YOUR INSTRUCTIONS: The records below must be output exactly, without pictures.

── THE INPUT

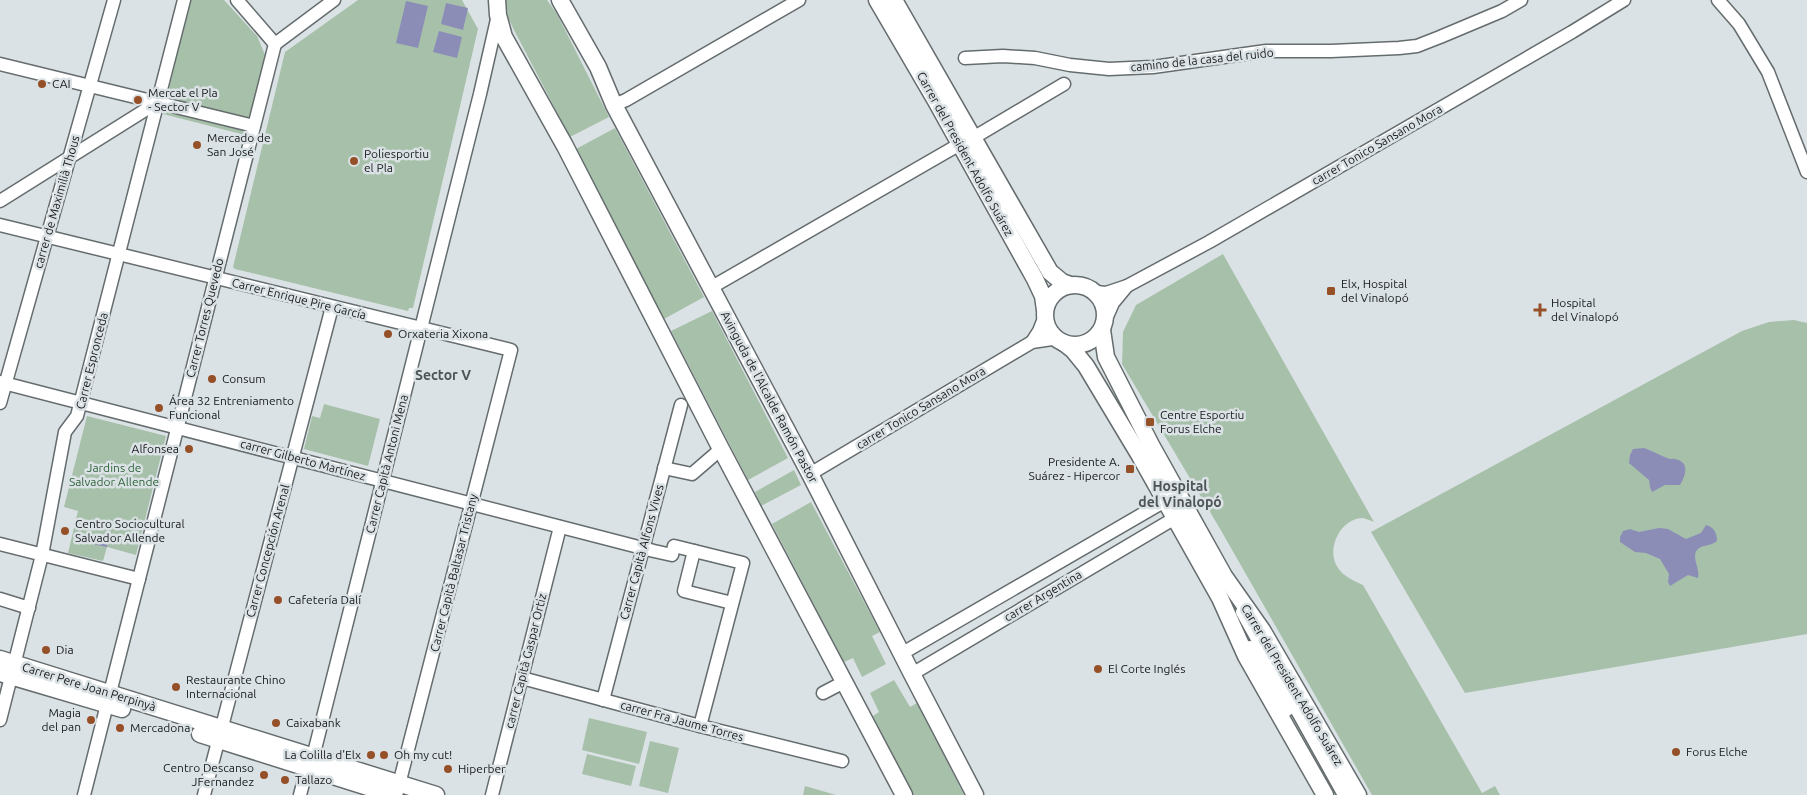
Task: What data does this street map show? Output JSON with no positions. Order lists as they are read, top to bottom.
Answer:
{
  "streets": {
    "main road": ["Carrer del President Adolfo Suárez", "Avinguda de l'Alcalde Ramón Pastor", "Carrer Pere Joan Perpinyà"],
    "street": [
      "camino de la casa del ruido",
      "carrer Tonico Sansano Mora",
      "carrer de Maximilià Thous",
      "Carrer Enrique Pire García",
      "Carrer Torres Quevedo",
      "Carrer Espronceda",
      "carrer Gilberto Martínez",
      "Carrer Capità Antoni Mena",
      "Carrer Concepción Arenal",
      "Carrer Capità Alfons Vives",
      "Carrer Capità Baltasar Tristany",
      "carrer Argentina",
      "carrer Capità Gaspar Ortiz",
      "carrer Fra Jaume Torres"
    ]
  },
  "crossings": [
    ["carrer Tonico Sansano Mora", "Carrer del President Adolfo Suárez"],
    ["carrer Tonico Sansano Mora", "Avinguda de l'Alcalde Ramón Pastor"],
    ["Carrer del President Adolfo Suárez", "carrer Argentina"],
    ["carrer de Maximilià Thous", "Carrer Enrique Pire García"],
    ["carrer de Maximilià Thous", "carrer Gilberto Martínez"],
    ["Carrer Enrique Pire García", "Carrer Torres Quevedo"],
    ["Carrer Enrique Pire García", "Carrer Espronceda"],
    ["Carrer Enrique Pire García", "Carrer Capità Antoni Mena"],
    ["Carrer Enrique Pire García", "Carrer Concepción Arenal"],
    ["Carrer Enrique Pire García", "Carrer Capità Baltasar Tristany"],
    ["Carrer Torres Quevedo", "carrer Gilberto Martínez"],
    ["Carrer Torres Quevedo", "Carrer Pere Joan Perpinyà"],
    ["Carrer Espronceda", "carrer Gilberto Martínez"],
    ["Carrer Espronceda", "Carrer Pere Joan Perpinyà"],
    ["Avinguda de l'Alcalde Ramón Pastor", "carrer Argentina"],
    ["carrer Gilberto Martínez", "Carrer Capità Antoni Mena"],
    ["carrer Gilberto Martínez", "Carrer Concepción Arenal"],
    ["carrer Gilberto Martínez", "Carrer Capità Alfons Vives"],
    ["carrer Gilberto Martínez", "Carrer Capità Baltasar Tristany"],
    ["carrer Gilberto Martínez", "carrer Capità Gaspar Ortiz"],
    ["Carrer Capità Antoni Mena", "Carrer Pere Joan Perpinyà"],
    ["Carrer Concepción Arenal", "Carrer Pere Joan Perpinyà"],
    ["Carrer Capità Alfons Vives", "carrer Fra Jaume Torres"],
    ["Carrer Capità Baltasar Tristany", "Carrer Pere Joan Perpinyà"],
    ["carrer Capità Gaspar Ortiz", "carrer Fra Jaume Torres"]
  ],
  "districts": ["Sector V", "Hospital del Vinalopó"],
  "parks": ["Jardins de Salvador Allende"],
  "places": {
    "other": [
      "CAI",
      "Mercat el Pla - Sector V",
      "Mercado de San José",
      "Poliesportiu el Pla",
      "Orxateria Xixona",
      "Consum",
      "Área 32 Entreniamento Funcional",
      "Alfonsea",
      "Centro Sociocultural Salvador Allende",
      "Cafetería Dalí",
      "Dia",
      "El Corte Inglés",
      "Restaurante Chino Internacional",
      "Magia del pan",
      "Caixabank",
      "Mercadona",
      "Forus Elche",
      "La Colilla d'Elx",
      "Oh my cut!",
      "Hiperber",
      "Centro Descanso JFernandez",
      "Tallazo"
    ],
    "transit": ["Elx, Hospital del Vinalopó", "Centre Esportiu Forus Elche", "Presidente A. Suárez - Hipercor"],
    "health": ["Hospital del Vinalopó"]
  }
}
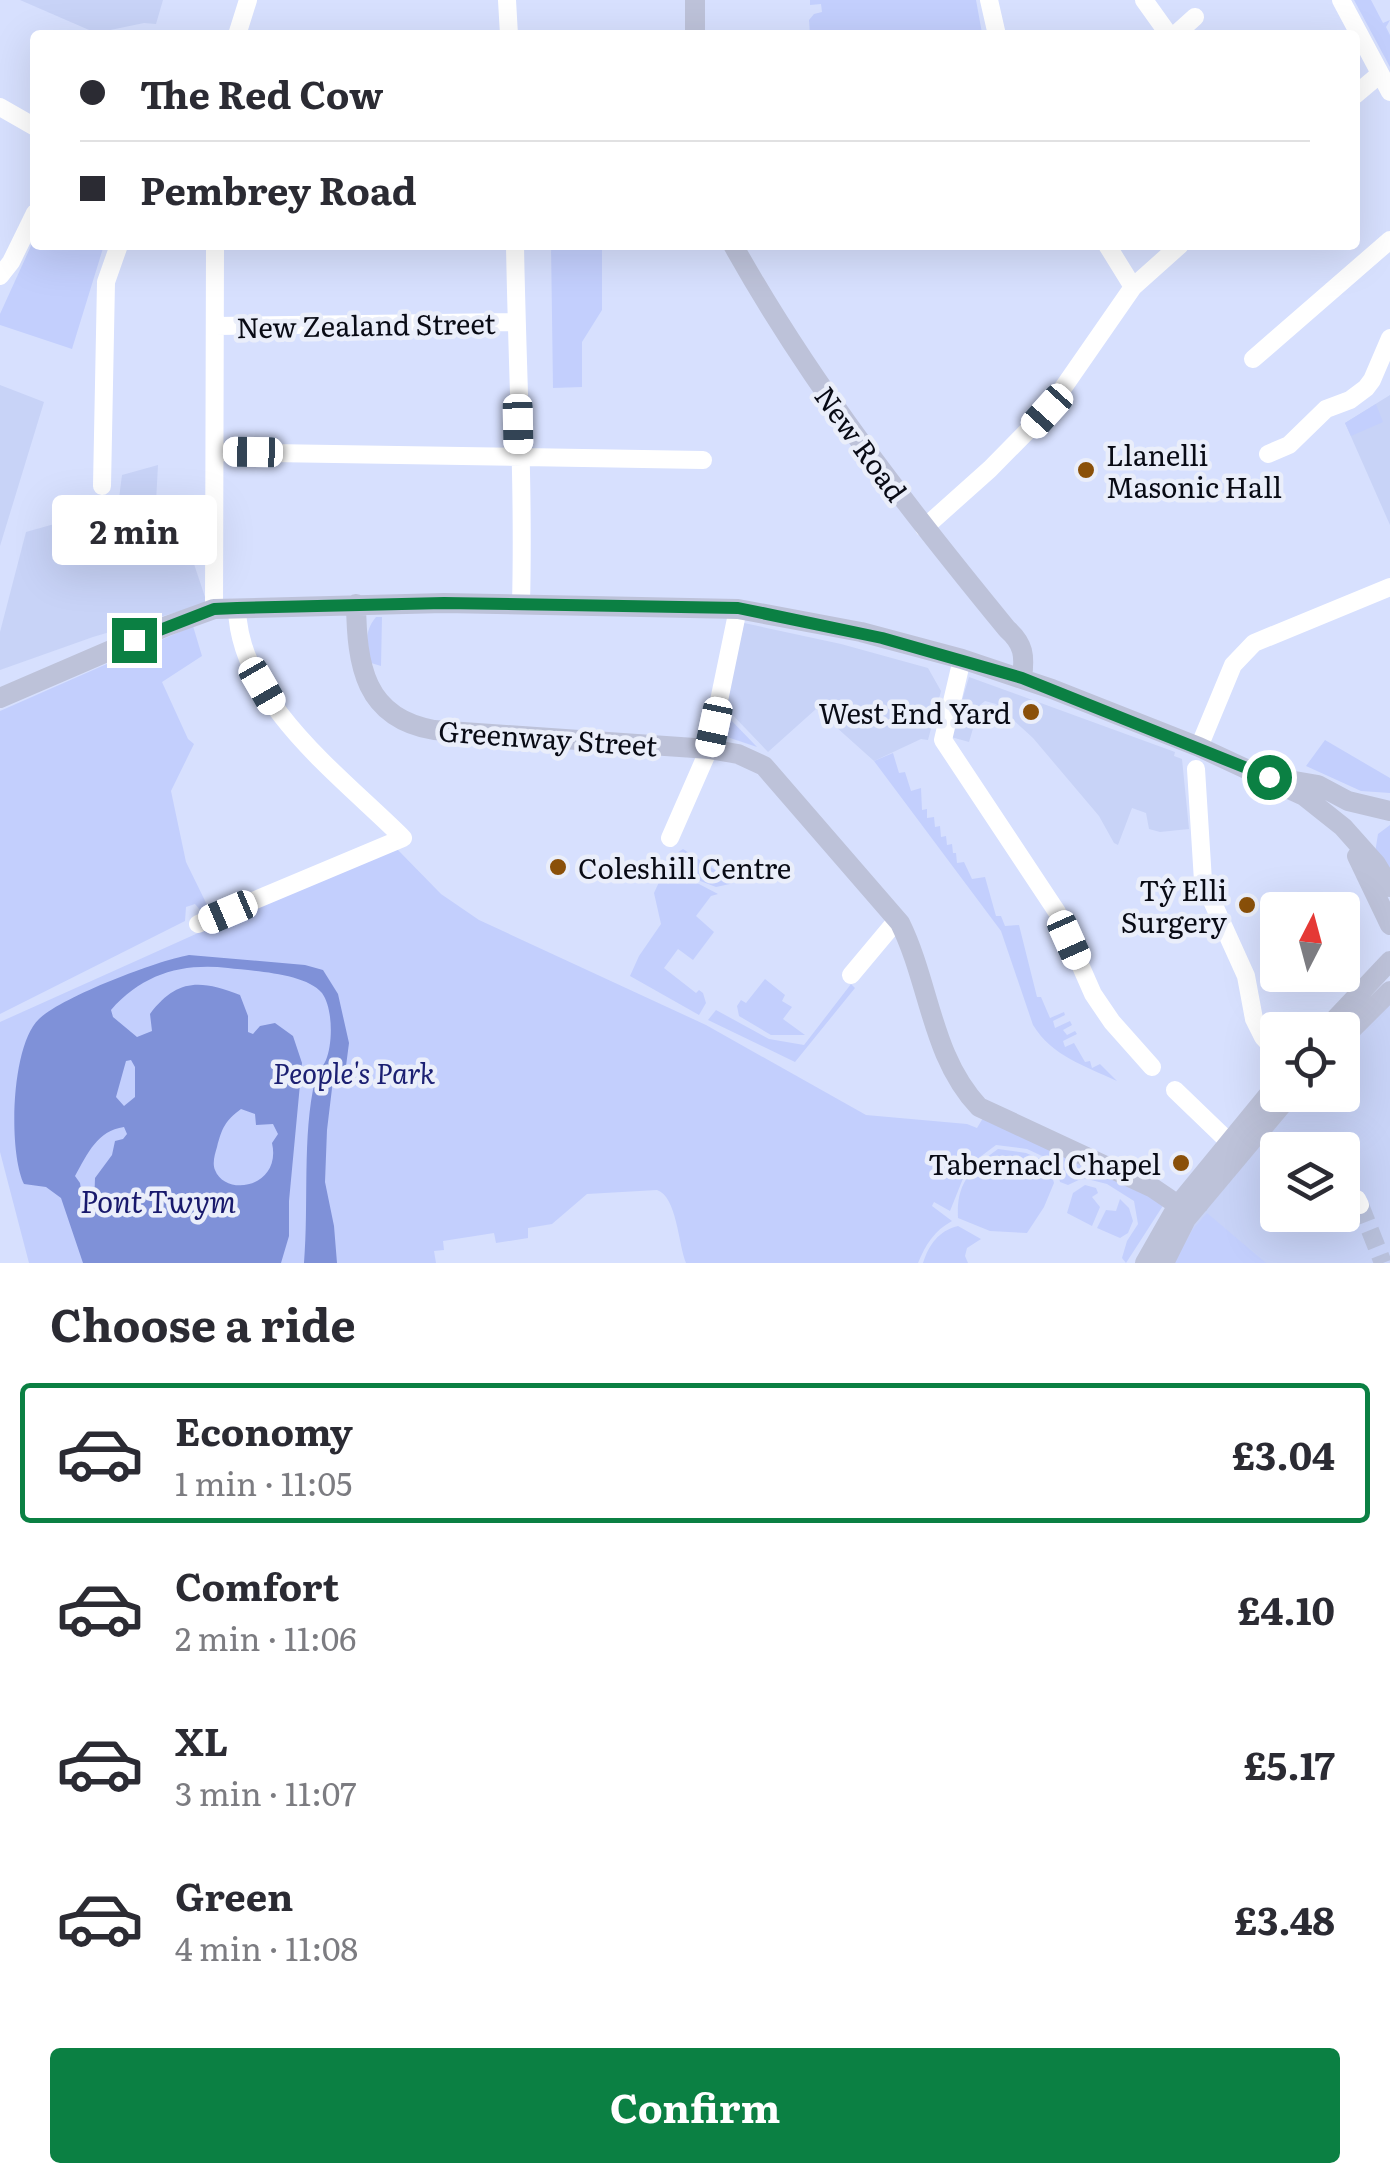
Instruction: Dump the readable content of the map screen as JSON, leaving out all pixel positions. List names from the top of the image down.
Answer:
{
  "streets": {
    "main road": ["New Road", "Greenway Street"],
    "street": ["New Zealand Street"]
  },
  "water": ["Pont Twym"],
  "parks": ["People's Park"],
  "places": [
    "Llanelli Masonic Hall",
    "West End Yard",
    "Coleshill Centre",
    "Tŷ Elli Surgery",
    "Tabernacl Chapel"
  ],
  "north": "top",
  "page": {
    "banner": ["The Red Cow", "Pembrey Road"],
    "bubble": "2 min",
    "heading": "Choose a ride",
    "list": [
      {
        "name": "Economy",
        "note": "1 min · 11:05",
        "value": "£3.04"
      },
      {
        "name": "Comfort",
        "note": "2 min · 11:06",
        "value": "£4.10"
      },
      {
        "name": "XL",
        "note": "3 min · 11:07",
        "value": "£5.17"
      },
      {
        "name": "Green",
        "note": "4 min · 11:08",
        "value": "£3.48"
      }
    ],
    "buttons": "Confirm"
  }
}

────

ANSWER SECTION:
Task: What data does this street map show? Output JSON with no positions. Order lists as they are read, top to bottom.
Answer:
{
  "streets": {
    "main road": ["Carrer del President Adolfo Suárez", "Avinguda de l'Alcalde Ramón Pastor", "Carrer Pere Joan Perpinyà"],
    "street": [
      "camino de la casa del ruido",
      "carrer Tonico Sansano Mora",
      "carrer de Maximilià Thous",
      "Carrer Enrique Pire García",
      "Carrer Torres Quevedo",
      "Carrer Espronceda",
      "carrer Gilberto Martínez",
      "Carrer Capità Antoni Mena",
      "Carrer Concepción Arenal",
      "Carrer Capità Alfons Vives",
      "Carrer Capità Baltasar Tristany",
      "carrer Argentina",
      "carrer Capità Gaspar Ortiz",
      "carrer Fra Jaume Torres"
    ]
  },
  "crossings": [
    ["carrer Tonico Sansano Mora", "Carrer del President Adolfo Suárez"],
    ["carrer Tonico Sansano Mora", "Avinguda de l'Alcalde Ramón Pastor"],
    ["Carrer del President Adolfo Suárez", "carrer Argentina"],
    ["carrer de Maximilià Thous", "Carrer Enrique Pire García"],
    ["carrer de Maximilià Thous", "carrer Gilberto Martínez"],
    ["Carrer Enrique Pire García", "Carrer Torres Quevedo"],
    ["Carrer Enrique Pire García", "Carrer Espronceda"],
    ["Carrer Enrique Pire García", "Carrer Capità Antoni Mena"],
    ["Carrer Enrique Pire García", "Carrer Concepción Arenal"],
    ["Carrer Enrique Pire García", "Carrer Capità Baltasar Tristany"],
    ["Carrer Torres Quevedo", "carrer Gilberto Martínez"],
    ["Carrer Torres Quevedo", "Carrer Pere Joan Perpinyà"],
    ["Carrer Espronceda", "carrer Gilberto Martínez"],
    ["Carrer Espronceda", "Carrer Pere Joan Perpinyà"],
    ["Avinguda de l'Alcalde Ramón Pastor", "carrer Argentina"],
    ["carrer Gilberto Martínez", "Carrer Capità Antoni Mena"],
    ["carrer Gilberto Martínez", "Carrer Concepción Arenal"],
    ["carrer Gilberto Martínez", "Carrer Capità Alfons Vives"],
    ["carrer Gilberto Martínez", "Carrer Capità Baltasar Tristany"],
    ["carrer Gilberto Martínez", "carrer Capità Gaspar Ortiz"],
    ["Carrer Capità Antoni Mena", "Carrer Pere Joan Perpinyà"],
    ["Carrer Concepción Arenal", "Carrer Pere Joan Perpinyà"],
    ["Carrer Capità Alfons Vives", "carrer Fra Jaume Torres"],
    ["Carrer Capità Baltasar Tristany", "Carrer Pere Joan Perpinyà"],
    ["carrer Capità Gaspar Ortiz", "carrer Fra Jaume Torres"]
  ],
  "districts": ["Sector V", "Hospital del Vinalopó"],
  "parks": ["Jardins de Salvador Allende"],
  "places": {
    "other": [
      "CAI",
      "Mercat el Pla - Sector V",
      "Mercado de San José",
      "Poliesportiu el Pla",
      "Orxateria Xixona",
      "Consum",
      "Área 32 Entreniamento Funcional",
      "Alfonsea",
      "Centro Sociocultural Salvador Allende",
      "Cafetería Dalí",
      "Dia",
      "El Corte Inglés",
      "Restaurante Chino Internacional",
      "Magia del pan",
      "Caixabank",
      "Mercadona",
      "Forus Elche",
      "La Colilla d'Elx",
      "Oh my cut!",
      "Hiperber",
      "Centro Descanso JFernandez",
      "Tallazo"
    ],
    "transit": ["Elx, Hospital del Vinalopó", "Centre Esportiu Forus Elche", "Presidente A. Suárez - Hipercor"],
    "health": ["Hospital del Vinalopó"]
  }
}
Instruction: Dump the readable content of the map screen as JSON, leaving out all pixel positions. List names from the top of the image down.
Answer:
{
  "streets": {
    "main road": ["New Road", "Greenway Street"],
    "street": ["New Zealand Street"]
  },
  "water": ["Pont Twym"],
  "parks": ["People's Park"],
  "places": [
    "Llanelli Masonic Hall",
    "West End Yard",
    "Coleshill Centre",
    "Tŷ Elli Surgery",
    "Tabernacl Chapel"
  ],
  "north": "top",
  "page": {
    "banner": ["The Red Cow", "Pembrey Road"],
    "bubble": "2 min",
    "heading": "Choose a ride",
    "list": [
      {
        "name": "Economy",
        "note": "1 min · 11:05",
        "value": "£3.04"
      },
      {
        "name": "Comfort",
        "note": "2 min · 11:06",
        "value": "£4.10"
      },
      {
        "name": "XL",
        "note": "3 min · 11:07",
        "value": "£5.17"
      },
      {
        "name": "Green",
        "note": "4 min · 11:08",
        "value": "£3.48"
      }
    ],
    "buttons": "Confirm"
  }
}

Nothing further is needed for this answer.